> [WHAT IS BEING ASKED]:
Your task is to find every line of the data that holds the string "inset" and copy it.

- - -

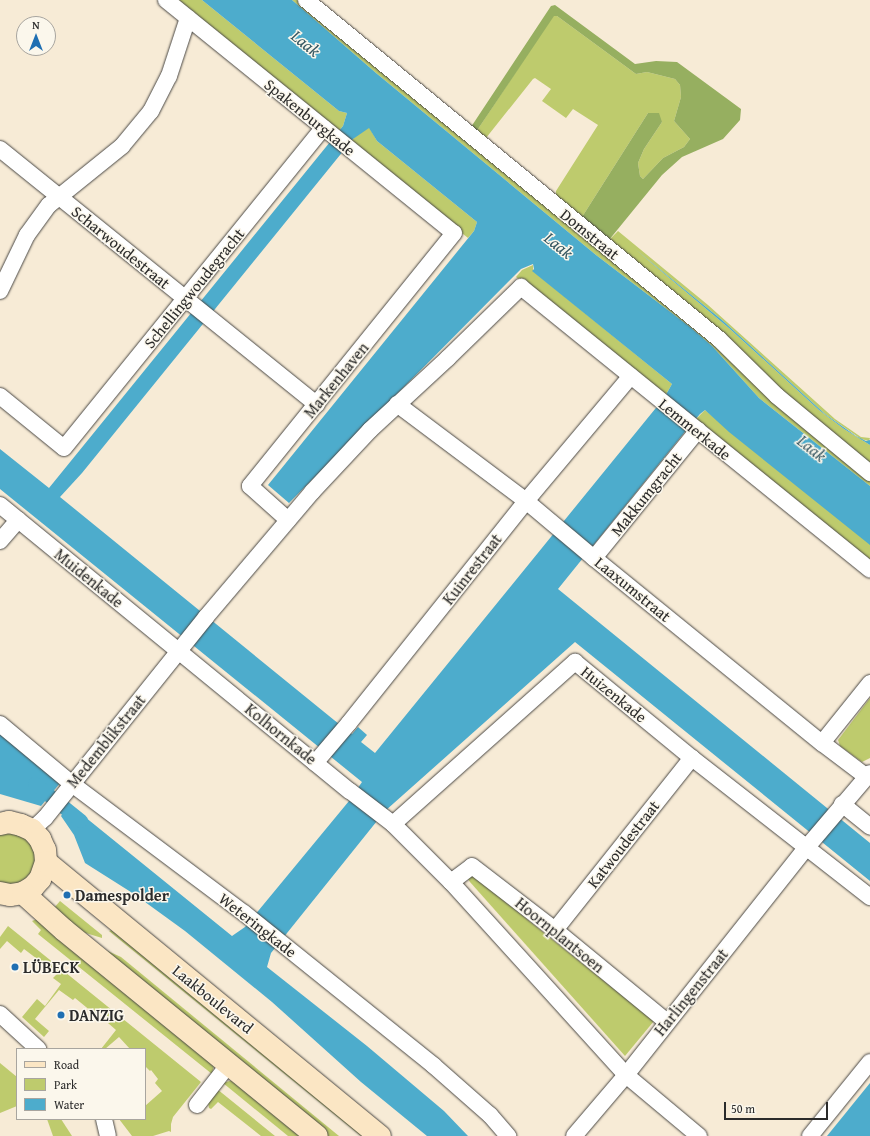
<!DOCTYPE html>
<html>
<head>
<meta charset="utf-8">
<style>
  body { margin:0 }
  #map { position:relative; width:870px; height:1136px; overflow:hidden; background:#f7ebd6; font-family:"Gentium Book Plus",serif }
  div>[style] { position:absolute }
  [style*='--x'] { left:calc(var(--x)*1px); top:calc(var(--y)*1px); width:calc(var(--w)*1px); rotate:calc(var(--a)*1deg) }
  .green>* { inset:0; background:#becb6d }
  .forest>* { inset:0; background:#96af60 }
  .water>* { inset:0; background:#4daccc }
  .canal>* { height:14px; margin:-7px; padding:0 7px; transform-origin:7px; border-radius:7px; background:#4daccc }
  .roads { filter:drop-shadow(0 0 1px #4a4845) drop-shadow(0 0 1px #4a4845) }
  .street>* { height:16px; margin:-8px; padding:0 8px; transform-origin:8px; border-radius:8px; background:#fff }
  .secondary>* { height:22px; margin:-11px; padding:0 11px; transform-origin:11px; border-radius:11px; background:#fbe6c4 }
  .dots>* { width:11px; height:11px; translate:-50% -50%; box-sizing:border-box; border:2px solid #fbf7ec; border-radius:50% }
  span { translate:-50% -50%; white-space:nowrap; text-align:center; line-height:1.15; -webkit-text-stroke:3px #fbf7ec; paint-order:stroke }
  .street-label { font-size:16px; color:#2b2b2b }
  .poi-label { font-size:16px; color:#2b2b2b; font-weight:700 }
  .left { translate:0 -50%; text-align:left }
  .water-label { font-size:17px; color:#375863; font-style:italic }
  .legend { position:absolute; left:16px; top:1048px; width:130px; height:72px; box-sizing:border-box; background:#fbf7ec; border:1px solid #a8a59f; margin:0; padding:5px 7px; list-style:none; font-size:12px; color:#2b2b2b }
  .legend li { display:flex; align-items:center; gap:8px; height:20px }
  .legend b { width:20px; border:1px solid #a8a59f }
  .north { position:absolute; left:16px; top:16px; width:40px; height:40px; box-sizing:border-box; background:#fbf7ec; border:1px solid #a8a59f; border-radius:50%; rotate:0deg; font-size:11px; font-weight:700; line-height:16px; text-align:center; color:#2b2b2b }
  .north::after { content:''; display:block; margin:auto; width:14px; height:18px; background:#1f6fb2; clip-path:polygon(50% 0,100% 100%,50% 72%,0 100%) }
  .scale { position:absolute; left:724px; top:1102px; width:104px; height:18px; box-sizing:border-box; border:2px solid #2b2b2b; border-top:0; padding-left:5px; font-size:12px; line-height:14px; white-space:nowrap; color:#2b2b2b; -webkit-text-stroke:3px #fbf7ec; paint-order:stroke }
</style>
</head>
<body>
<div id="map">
  <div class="green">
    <i style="clip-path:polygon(174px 0,202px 0,339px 111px,347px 113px,343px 126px,338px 132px)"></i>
    <i style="clip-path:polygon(292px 0,298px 0,308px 8px,716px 343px,870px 480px,870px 486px,759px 398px,712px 346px,690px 327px,596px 255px,376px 73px)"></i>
    <i style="clip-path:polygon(553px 16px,557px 16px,636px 74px,647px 72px,675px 79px,680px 85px,681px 97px,674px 121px,690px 139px,684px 147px,663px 158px,643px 179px,640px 176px,638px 163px,644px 149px,662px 122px,648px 113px,582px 217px,556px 196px,556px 191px,598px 125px,573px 109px,566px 118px,542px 101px,551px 89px,535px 78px,533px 79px,486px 138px,476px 132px)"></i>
    <i style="clip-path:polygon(369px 127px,377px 141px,477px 222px,474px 231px,468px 238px,350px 142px,358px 134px)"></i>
    <i style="clip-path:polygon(618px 231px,708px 305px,835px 419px,861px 437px,870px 438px,869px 441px,861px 439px,825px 414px,722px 320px,635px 249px,730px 329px,819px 410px,844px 429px,870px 445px,870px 462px,864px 463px,609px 240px)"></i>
    <i style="clip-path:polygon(533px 265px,533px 271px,672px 384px,664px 398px,516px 277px,522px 270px)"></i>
    <i style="clip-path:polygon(705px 410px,870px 544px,870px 564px,694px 421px)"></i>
    <i style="clip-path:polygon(870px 698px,870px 758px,862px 762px,840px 746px,838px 740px)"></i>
    <i style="clip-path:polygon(4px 831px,25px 835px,37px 851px,35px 872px,20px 886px,0 886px,0 833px)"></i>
    <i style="clip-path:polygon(472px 875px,654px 1021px,625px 1056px,470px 882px,468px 879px)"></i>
    <i style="clip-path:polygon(60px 901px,102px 935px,102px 938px,76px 930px,54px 908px)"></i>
    <i style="clip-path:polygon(42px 917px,214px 1065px,212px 1074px,38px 934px,41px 930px,32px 921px)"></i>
    <i style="clip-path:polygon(8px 926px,201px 1082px,173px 1117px,171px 1124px,171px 1132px,169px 1131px,153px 1136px,132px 1136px,119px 1119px,145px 1119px,145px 1106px,162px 1091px,155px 1083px,158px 1079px,151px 1070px,150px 1071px,145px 1066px,145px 1049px,130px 1049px,119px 1037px,105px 1049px,101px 1049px,116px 1030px,108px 1023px,111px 1020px,101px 1011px,97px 1016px,75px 998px,73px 1000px,59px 990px,35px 1019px,49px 1031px,44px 1037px,22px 1017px,37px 999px,45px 1006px,61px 984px,53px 978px,57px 974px,24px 949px,21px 953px,7px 941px,0 949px,0 937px)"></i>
    <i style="clip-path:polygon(112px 930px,375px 1136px,361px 1136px,109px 931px)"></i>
    <i style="clip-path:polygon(92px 944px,121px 957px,339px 1136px,326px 1136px)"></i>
    <i style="clip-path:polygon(0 1063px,17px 1077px,17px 1106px,0 1113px)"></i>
    <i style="clip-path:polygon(236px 1079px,312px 1136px,288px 1136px,223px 1083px)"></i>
    <i style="clip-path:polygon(217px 1089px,275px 1136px,261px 1136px,218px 1102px,211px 1109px,209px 1108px,208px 1102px)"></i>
    <i style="clip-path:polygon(47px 1119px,61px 1119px,72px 1136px,53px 1136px)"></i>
  </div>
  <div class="forest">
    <i style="clip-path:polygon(555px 5px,635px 64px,656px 61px,677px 62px,741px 109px,740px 120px,723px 139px,682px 157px,662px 175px,609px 240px,582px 217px,648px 113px,659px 113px,662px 122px,644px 149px,638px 163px,640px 176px,643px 179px,663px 158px,684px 147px,690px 139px,674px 121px,681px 97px,680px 85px,675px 79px,647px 72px,636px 74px,557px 16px,554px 16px,476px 132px,471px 127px,551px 6px)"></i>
  </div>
  <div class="water">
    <i style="clip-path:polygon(evenodd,202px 0,292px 0,376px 73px,596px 255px,690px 327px,712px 346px,759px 398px,870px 486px,870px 545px,729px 432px,705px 410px,700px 414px,688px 428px,558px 589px,870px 843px,870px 881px,575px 642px,385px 811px,271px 953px,267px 967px,367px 1046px,444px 1111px,468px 1136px,427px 1136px,361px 1082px,272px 1002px,185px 931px,134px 894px,85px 863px,74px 835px,61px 816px,69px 804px,232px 936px,245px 927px,349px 801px,362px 782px,0 489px,0 449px,49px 488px,343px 126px,347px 113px,339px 111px,202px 0,369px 128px,377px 141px,477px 222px,474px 231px,268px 485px,289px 503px,521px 269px,533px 264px,534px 269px,532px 271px,672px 384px,664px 398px,375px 753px,361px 742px,367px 735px,358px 727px,352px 734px,334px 720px,60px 497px,82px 473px,353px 139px,369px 128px)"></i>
    <i style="clip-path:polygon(635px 249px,722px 320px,825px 414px,856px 436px,866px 441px,870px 440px,870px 445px,844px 429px,819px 410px,730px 329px)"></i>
    <i style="clip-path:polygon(0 732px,61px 782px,41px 806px,0 794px)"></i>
    <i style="clip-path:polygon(870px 1083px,870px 1136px,827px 1136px)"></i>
  </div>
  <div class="canal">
    <i style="--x:35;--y:784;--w:59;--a:38.8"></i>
  </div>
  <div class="roads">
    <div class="street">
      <i style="--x:166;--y:0;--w:370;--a:39"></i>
      <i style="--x:454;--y:233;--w:325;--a:128.9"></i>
      <i style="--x:250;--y:486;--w:51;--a:41.8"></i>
      <i style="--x:306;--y:0;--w:534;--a:39.38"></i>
      <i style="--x:719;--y:339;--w:81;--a:44.5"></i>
      <i style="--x:777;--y:396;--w:121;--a:39.6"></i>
      <i style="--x:0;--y:149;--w:407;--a:38.9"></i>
      <i style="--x:0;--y:291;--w:62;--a:-64.3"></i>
      <i style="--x:27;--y:235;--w:37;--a:-54"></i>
      <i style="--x:49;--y:205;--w:94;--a:-38.9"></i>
      <i style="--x:122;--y:146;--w:45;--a:-50.4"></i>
      <i style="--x:151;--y:111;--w:39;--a:-63"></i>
      <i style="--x:169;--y:76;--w:61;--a:-71.9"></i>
      <i style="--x:0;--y:396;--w:82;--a:39.1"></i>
      <i style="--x:64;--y:448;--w:412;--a:-51"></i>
      <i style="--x:397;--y:404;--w:161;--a:36.9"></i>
      <i style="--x:526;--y:501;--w:89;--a:40"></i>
      <i style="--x:594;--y:558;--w:294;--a:39.1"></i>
      <i style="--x:822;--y:743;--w:56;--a:37.1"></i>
      <i style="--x:0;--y:505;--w:452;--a:39.3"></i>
      <i style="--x:350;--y:791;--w:54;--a:37.5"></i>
      <i style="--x:393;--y:824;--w:82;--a:45"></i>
      <i style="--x:451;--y:882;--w:261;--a:47.8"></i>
      <i style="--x:626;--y:1075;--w:95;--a:39.9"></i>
      <i style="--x:0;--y:541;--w:28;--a:-49"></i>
      <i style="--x:594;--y:558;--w:165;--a:-50.9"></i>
      <i style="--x:0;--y:724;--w:94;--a:39.8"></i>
      <i style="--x:72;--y:784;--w:215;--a:36.9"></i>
      <i style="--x:244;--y:913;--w:243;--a:38.8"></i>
      <i style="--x:433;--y:1065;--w:76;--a:41.3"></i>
      <i style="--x:490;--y:1115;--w:28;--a:49"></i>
      <i style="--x:822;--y:743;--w:77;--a:-51.3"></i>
      <i style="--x:315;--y:763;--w:52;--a:-49.6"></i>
      <i style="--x:349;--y:723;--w:284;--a:-51.4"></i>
      <i style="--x:526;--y:501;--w:163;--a:-50"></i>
      <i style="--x:842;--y:804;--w:36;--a:39"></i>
      <i style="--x:393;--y:824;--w:244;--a:-41.7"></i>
      <i style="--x:575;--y:662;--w:151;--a:39.4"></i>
      <i style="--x:692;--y:758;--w:226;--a:38"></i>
      <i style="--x:32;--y:830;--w:18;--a:-43"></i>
      <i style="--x:45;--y:818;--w:258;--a:-51.3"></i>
      <i style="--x:206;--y:617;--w:164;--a:-49.7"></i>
      <i style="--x:312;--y:492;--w:85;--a:-46.9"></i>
      <i style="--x:370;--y:430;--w:106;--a:-42.7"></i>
      <i style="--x:448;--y:358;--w:102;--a:-44.2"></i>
      <i style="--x:521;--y:287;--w:449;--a:39"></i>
      <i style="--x:451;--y:882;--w:26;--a:-37"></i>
      <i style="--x:472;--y:866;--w:105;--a:37.6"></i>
      <i style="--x:555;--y:930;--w:145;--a:39.4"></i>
      <i style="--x:555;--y:930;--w:220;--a:-51.5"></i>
      <i style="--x:0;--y:1014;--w:52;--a:42.6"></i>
      <i style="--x:197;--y:1105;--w:52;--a:-52"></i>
      <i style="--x:104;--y:1119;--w:17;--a:77"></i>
      <i style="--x:574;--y:1136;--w:80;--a:-49.6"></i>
      <i style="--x:626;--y:1075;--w:291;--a:-51.6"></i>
      <i style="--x:807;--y:847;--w:97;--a:-49.6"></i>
      <i style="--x:810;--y:1136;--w:95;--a:-51"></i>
    </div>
    <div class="secondary">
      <i style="--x:0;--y:824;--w:9;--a:-13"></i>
      <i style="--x:9;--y:822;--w:12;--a:14"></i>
      <i style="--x:21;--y:825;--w:12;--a:24"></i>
      <i style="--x:32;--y:830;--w:12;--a:48"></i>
      <i style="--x:40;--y:839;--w:12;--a:66"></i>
      <i style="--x:45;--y:850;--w:12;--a:85"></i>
      <i style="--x:46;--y:862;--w:18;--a:109"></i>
      <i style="--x:40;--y:879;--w:11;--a:131"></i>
      <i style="--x:33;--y:887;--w:12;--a:149"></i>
      <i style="--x:23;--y:893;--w:13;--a:171"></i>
      <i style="--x:10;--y:895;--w:10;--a:-169"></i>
      <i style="--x:46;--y:862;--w:432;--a:39.4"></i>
      <i style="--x:23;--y:893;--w:55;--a:42.1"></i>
      <i style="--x:64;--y:930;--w:326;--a:39.2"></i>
    </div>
  </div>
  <div class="dots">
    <i style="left:67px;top:895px;background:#1f6fb2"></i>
    <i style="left:15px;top:967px;background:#1f6fb2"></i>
    <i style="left:61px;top:1015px;background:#1f6fb2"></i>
  </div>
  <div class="street-label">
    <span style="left:310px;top:117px;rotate:39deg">Spakenburgkade</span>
    <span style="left:590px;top:234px;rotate:39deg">Domstraat</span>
    <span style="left:121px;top:247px;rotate:39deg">Scharwoudestraat</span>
    <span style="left:194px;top:288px;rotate:-51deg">Schellingwoudegracht</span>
    <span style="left:336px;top:380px;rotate:-51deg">Markenhaven</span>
    <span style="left:695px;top:429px;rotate:39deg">Lemmerkade</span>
    <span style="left:646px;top:494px;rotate:-51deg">Makkumgracht</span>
    <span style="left:472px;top:569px;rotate:-52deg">Kuinrestraat</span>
    <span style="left:89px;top:578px;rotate:39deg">Muidenkade</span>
    <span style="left:633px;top:589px;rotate:39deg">Laaxumstraat</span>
    <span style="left:614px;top:694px;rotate:39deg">Huizenkade</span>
    <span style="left:281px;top:734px;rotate:39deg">Kolhornkade</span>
    <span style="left:106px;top:741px;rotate:-51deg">Medemblikstraat</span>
    <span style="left:623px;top:844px;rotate:-52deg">Katwoudestraat</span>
    <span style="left:258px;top:925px;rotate:38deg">Weteringkade</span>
    <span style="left:560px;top:935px;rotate:39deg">Hoornplantsoen</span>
    <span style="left:691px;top:992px;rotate:-51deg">Harlingenstraat</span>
    <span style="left:213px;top:999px;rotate:39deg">Laakboulevard</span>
  </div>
  <div class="poi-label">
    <span class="left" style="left:75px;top:895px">Damespolder</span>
    <span class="left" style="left:23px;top:967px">LÜBECK</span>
    <span class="left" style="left:69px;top:1015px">DANZIG</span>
  </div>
  <div class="water-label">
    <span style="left:306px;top:43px;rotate:39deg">Laak</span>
    <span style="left:559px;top:245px;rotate:39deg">Laak</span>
    <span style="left:812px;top:448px;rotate:39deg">Laak</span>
  </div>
  <ul class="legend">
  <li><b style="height:5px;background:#fbe6c4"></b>Road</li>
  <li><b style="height:11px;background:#becb6d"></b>Park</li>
  <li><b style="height:11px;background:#4daccc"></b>Water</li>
  </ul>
  <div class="north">N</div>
  <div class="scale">50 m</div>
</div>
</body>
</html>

- - -

> [PROBLEM SOLUTION]:
  .green>* { inset:0; background:#becb6d }
  .forest>* { inset:0; background:#96af60 }
  .water>* { inset:0; background:#4daccc }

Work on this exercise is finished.